**Exercise objective**
Leave the pictures out and write out exactly the lines from the top of the entries through the line containing "margin:0; font-family:Figtree,sans-serif; background:#f6f6f6;".

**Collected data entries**
=====
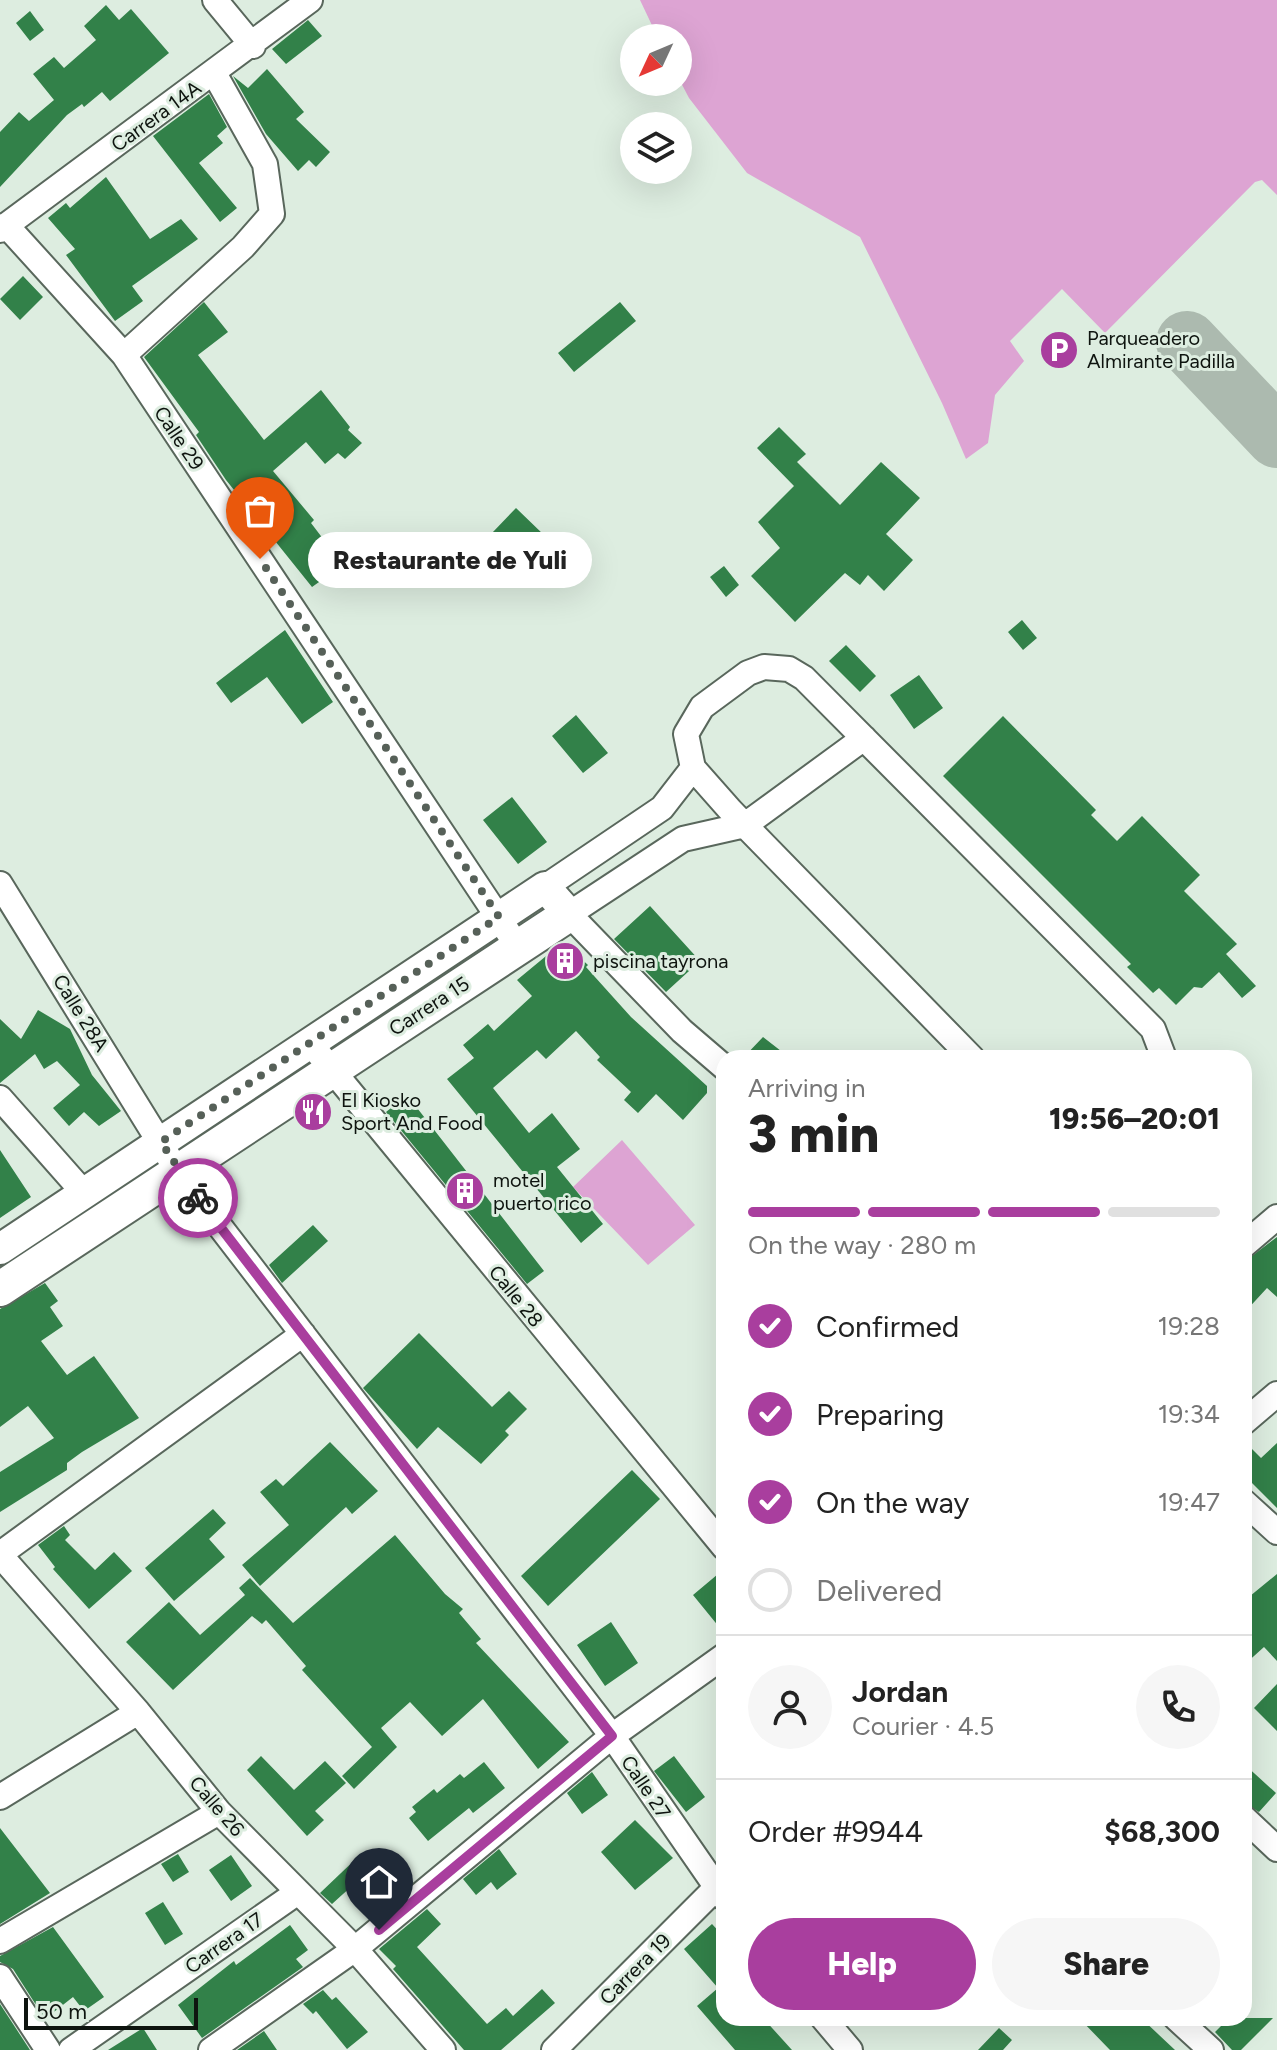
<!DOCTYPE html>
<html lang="en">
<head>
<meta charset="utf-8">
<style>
	body { margin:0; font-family:Figtree,sans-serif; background:#f6f6f6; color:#222; height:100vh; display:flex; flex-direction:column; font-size:30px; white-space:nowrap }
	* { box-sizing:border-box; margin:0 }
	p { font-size:26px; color:#767676 }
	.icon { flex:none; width:44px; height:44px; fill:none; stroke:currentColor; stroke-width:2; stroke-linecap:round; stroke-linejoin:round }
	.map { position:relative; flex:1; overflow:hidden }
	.drawer { position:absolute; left:716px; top:1050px; width:536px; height:976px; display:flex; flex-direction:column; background:#fff; border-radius:24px; box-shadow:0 8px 32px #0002 }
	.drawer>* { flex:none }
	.needle { width:52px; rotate:226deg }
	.buttons { position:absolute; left:620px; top:24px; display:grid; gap:16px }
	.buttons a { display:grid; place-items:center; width:72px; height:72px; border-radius:50%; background:#fff; box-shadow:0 8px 32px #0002; font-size:40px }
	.scale { position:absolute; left:24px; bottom:20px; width:174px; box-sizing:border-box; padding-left:8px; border:4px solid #0e140f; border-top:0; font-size:22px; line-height:28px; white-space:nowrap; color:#0e140f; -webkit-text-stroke:6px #ddede0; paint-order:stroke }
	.pin { position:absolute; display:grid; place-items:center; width:68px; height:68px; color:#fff; margin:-82px -34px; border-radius:50% 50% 50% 0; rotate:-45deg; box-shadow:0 0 8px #0007 }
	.pin .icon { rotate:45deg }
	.courier { position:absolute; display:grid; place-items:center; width:80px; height:80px; margin:-40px; border:6px solid #a93e9e; border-radius:50%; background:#fff; color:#222; box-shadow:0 2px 10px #0007 }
	.bubble { position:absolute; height:56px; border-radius:28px; background:#fff; box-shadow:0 8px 32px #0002; font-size:26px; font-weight:800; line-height:56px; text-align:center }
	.summary em { font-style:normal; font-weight:800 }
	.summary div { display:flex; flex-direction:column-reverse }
	.summary { display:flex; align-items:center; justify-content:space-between; height:136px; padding:0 32px }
	h1 { font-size:52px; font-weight:800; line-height:60px }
	.bar { display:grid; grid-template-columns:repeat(4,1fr); gap:12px 8px; align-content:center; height:96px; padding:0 32px }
	.bar i { height:10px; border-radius:6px; background:#e0e0e0 }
	.bar .current { background:#a93e9e }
	.bar p { grid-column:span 4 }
	.line { display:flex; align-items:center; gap:20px; padding:0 32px; border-top:2px solid #e0e0e0 }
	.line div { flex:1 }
	.round { display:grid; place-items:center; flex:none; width:84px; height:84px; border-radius:42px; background:#f6f6f6 }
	ol { padding:0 32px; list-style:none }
	li { display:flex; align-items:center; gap:24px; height:88px }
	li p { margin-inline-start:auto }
	li .icon { padding:8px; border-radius:50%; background:#a93e9e; color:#fff; stroke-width:4 }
	li:last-child { color:#767676 }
	li i { width:44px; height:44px; border:4px solid #e0e0e0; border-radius:50% }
	.primary-button { display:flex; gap:16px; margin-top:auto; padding:16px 32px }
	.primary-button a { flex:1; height:92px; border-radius:48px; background:#a93e9e; color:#fff; font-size:32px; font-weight:800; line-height:92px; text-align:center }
	.primary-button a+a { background:#f6f6f6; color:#222 }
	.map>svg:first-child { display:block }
	.green { fill:#dda4d3 }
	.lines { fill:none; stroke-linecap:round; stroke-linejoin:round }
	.taxiway { stroke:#acbaaf; stroke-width:62 }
	.building { fill:#328149 }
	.minor-casing { stroke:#59675c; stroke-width:28 }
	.tertiary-casing { stroke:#59675c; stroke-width:34 }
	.secondary-casing { stroke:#59675c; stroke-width:38 }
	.minor { stroke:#fff; stroke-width:24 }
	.tertiary { stroke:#fff; stroke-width:30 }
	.secondary { stroke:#fff; stroke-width:34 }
	.done { stroke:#566058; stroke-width:8; stroke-dasharray:0 14.4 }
	.route { stroke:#a93e9e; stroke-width:10 }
	.labels { text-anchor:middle; stroke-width:6; stroke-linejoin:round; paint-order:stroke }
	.street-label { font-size:20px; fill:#0e140f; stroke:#ddede0 }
	.poi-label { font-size:20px; fill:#0e140f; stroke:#ddede0; text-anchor:start }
</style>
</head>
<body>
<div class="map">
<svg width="1277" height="2050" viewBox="0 0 1277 2050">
	<rect width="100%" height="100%" fill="#ddede0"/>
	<path class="green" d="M640,0h637v195l-15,-15 -7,2 -150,151 -43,-44 -52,52 14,20 -29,34 -7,48 -22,16 -24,-56 -82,-166 -113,-64 -58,-75 -11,-21v-39h-20z
		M622,1140l73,85 -47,40 -75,-78z"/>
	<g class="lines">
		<path class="taxiway" d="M1187,342l90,95"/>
	</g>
	<path class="building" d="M106,5l13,15 12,-11 38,44 -59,48 -8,-9 -18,15 -2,-3 -15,11 -67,72v-55l19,-20 10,9 25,-21 -21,-26 21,-17 10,11 32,-28 -12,-14z
		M30,11l14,19 -14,11 -14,-18z
		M308,20l14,16 -36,28 -14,-15z
		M267,69l37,43 -8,7 34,33 -14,15 -7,-7 -11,11 -32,-37 -33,-58 15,12z
		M209,94l18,33 -10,9 6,7 -24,20 38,45 -17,14 -67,-86z
		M106,177l44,62 31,-20 17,20 -66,47 11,15 -28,20 -49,-66 9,-6 -27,-31 18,-15 4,5z
		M23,276l20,21 -23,23 -20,-21z
		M204,302l24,30 -30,23 66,85 57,-50 29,37 -2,3 14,13 -17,16 -7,-6 -13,11 -19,-22 -33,29 41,49 -3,3 32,42 -31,22 -86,-107 -30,-45 3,-3 -55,-75z
		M620,302l16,19 -62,51 -16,-19z
		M779,427l27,27 -9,8 43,43 41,-43 39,36 -34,36 27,26 -29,31 -16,-16 -8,10 -15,-12 -50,49 -44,-46 29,-28 -22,-26 36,-36 -37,-38z
		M516,508l29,28 -24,25 -29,-28z
		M724,566l15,19 -13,12 -16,-20z
		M1022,620l15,18 -14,12 -15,-18z
		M285,630l48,72 -31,22 -35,-47 -36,26 -15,-20z
		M846,645l30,31 -16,16 -31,-31z
		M919,675l24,33 -29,21 -24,-34z
		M576,715l32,38 -25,20 -31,-37z
		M1003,716l93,94 -5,5 26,26 25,-25 58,59 -16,16 53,53 -11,10 30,32 -14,12 -23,-26 -17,16 -8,-1 -18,18 -17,-17 -6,5 -26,-26 4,-3 -188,-188z
		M512,797l35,45 -29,22 -35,-44z
		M650,906l50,55 -34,31 -52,-53z
		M563,942l25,23 -2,2 45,50 76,69v7l-24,27 -27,-26 -18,19 -14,-13 7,-8 -34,-32 3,-3 -24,-26 -30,28 -9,-9 -44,38 36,45 23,-20 28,36 -23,18 46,57 -22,19 -134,-164 27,-21 -11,-13 25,-21 6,7 38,-35 -15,-16z
		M38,1010l32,19 22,46 29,36 -22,15 -15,-14 -15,14 -16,-18 27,-23 -23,-24 -13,8 -9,-15 -35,29v-64l21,20z
		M763,1037l27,21h-47z
		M407,1095l137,176 -17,13 -141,-172z
		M0,1150l31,47 -31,21z
		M313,1225l15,16 -46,42 -13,-18z
		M1277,1237v60l-10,-9 -23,25v-51z
		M45,1283l13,18 -8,6 13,19 -22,15 26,34 27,-19 45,62 -57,34 -15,11v7l-67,42v-40l54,-34 -26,-32 -28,21v-118z
		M419,1333l73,74 17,-16 18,18 -22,22 4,4 -28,29 -43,-37 -21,22 -54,-61z
		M1244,1441l17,17 16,-15v65l-33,-33z
		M330,1442l48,49 -26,23 -6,-7 -86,79 -18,-21 47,-40 -29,-33 16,-13 7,7z
		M632,1470l28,29 -112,107 -27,-30z
		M213,1509l13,14 -17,16 16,18 -51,44 -29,-33z
		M64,1526l6,9 -5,5 30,30 19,-18 18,19 -43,38 -36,-40 2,-2 -17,-22z
		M395,1535l50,59 18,15 -4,4 22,26 -5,4 93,99 -31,27 -55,-70 -41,37 -32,-34 -29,26 16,19 -43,42 -12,-13 30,-29 -70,-77 4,-4 -40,-46 -4,4 -10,-8 -79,74 -47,-48 43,-40 31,33 45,-40 -6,-7 11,-10 43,45z
		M724,1569v64l-31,-38z
		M1277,1574v87l-13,-14 -20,18v-64z
		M611,1622l27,41 -33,23 -28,-41z
		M1277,1684v47l-23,-23z
		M261,1756l33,34 31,-29 21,22 -31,28 9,9 -17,16 -60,-66z
		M674,1756l31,41 -19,15 -32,-41z
		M484,1762l21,26 -32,25 -4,-5 -41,33 -19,-23 7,-6 -4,-5 22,-18 3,4 23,-19 4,4z
		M1244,1764l32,29 -17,19 -15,-9z
		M592,1772l16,23 -26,19 -15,-21z
		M635,1820l38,38 -38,32 -34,-38z
		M0,1828l50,65 -50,31z
		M499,1849l18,25 -20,16 -6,-8 -15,13 -13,-16z
		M362,1853l12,13 -42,38 -12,-11z
		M178,1854l11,18 -16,10 -12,-18z
		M231,1855l21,31 -21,15 -22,-31z
		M163,1902l20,32 -18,11 -20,-32z
		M427,1909l14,15 -24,23 70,77 19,-16 7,8 29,-27 13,14 -54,47h-37l-71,-81 3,-3 -17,-17z
		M712,1924l12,13v81h39l29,32h-57l-38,-44 21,-18 -34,-39z
		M290,1925l18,25 -12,9 7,8 -101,71 -24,-33 56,-44 2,4z
		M53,1927l51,70 -20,14 -11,-14 -28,22 -32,-50 -13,-7v-6z
		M323,1990l9,10 4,-3 32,35 -21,17 -31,-38 -3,3 -10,-10z
		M0,2004l30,46h-30z
		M1079,2018h62l34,32h-65z
		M1229,2018h44l-32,32h-9l-17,-18z
		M143,2028l14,22h-49z
		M999,2028l13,12 -9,10h-25z
		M264,2031l13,19h-40z"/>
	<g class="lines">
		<g class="minor-casing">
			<path id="minor" d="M215,0l38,46
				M6,225l118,130 394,592
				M0,230l310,-230
				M124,355l119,-108 29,-33 -7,-50 -51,-91
				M0,884l178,288 434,564 112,162
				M545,887l117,-79 31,-40
				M310,1043l414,504
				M972,1058l-241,-247 -38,-43 -7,-34 16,-27 46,-34 16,-6 25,2 15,9 349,351 11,29
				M724,1067l-42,-36 -113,-117 114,-75 62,-14 119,-87
				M0,1098l84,95
				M1244,1245l33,-28
				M1244,1422l33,-28
				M1244,1502l33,30
				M0,1554l303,-220
				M0,1555l138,157 81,100 136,137 88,101
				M0,1797l138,-85
				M1244,1818l33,31
				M0,1941l219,-129
				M0,1977l48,73
				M823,2018l27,32
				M1176,2018l35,32
				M71,2050l227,-158
				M211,2050l144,-101 257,-213 112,-80
				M554,2050l170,-170"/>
		</g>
		<g class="tertiary-casing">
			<path id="tertiary" d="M0,1249l545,-362 24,27"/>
		</g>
		<g class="secondary-casing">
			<path id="secondary" d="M0,1289l569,-375"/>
		</g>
		<use href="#minor" class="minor"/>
		<use href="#tertiary" class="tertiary"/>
		<use href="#secondary" class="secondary"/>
	</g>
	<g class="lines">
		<path class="done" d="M198,1198l-37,-56 338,-225 -239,-358"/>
		<path class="route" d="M198,1198l414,538 -233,194"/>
	</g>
	<defs>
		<g id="parking-disc" transform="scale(2)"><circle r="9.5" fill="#a93e9e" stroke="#ddede0"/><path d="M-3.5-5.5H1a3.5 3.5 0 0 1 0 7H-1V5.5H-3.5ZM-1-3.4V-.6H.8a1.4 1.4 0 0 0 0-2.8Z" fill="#fff"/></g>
		<g id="building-disc" transform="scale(2)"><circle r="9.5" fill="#a93e9e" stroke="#ddede0"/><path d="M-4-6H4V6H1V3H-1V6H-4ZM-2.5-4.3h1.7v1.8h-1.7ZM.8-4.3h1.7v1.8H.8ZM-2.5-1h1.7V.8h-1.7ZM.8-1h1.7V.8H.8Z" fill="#fff"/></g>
		<g id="restaurant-disc" transform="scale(2)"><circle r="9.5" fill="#a93e9e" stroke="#ddede0"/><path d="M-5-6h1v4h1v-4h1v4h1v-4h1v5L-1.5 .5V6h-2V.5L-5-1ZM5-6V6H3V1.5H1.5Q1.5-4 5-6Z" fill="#fff"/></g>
	</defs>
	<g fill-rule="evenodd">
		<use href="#parking-disc" x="1059" y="350"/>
		<use href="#building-disc" x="565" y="961"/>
		<use href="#restaurant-disc" x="313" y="1112"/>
		<use href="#building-disc" x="465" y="1191"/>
	</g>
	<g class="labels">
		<g class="street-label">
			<text transform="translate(156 116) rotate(-36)" y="7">Carrera 14A</text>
			<text transform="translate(179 438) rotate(56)" y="7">Calle 29</text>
			<text transform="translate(429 1006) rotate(-33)" y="7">Carrera 15</text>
			<text transform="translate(81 1013) rotate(58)" y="7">Calle 28A</text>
			<text transform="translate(516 1296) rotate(51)" y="7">Calle 28</text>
			<text transform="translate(646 1787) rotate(56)" y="7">Calle 27</text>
			<text transform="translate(217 1806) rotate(49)" y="7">Calle 26</text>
			<text transform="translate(224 1943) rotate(-35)" y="7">Carrera 17</text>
			<text transform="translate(635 1969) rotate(-45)" y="7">Carrera 19</text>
		</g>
		<g class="poi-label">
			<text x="1087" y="345">Parqueadero<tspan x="1087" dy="23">Almirante Padilla</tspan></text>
			<text x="593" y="968">piscina tayrona</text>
			<text x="341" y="1107">El Kiosko<tspan x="341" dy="23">Sport And Food</tspan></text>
			<text x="493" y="1187">motel<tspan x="493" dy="23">puerto rico</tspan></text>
		</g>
	</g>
</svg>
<div class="buttons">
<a><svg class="needle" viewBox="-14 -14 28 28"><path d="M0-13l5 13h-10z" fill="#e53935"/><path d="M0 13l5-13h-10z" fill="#767676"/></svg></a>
<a><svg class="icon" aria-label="layers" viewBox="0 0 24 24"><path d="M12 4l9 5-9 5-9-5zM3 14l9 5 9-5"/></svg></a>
</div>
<div class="scale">50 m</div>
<div class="pin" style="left:260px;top:559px;background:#ea580c"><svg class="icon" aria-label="bag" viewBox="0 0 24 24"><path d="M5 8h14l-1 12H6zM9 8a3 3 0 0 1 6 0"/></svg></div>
<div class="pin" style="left:379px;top:1930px;background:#1f2937"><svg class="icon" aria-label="home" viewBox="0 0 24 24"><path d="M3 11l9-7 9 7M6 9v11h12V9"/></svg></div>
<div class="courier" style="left:198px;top:1198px"><svg class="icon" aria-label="bike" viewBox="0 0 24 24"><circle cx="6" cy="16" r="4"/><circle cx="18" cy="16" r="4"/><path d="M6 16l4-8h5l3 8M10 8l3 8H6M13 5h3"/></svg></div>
<div class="bubble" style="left:308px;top:532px;width:284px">Restaurante de Yuli</div>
<section class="drawer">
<div class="summary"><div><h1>3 min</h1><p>Arriving in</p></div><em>19:56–20:01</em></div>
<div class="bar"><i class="current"></i><i class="current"></i><i class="current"></i><i></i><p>On the way · 280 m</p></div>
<ol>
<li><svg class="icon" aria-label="check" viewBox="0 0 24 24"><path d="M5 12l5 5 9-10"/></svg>Confirmed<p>19:28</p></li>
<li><svg class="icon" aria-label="check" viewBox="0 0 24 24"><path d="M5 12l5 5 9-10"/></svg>Preparing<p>19:34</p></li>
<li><svg class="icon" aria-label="check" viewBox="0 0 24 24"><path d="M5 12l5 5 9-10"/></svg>On the way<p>19:47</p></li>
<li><i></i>Delivered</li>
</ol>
<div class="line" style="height:144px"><a class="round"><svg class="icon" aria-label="person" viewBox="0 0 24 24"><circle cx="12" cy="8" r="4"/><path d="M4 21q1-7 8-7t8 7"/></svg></a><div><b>Jordan</b><p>Courier · 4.5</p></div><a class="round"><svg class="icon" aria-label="phone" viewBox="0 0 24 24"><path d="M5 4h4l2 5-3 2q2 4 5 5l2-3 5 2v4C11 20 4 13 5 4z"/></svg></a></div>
<div class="line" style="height:104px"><div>Order #9944</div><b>$68,300</b></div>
<div class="primary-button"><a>Help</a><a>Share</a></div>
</section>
</div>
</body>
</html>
=====
**Response area**
<!DOCTYPE html>
<html lang="en">
<head>
<meta charset="utf-8">
<style>
	body { margin:0; font-family:Figtree,sans-serif; background:#f6f6f6; color:#222; height:100vh; display:flex; flex-direction:column; font-size:30px; white-space:nowrap }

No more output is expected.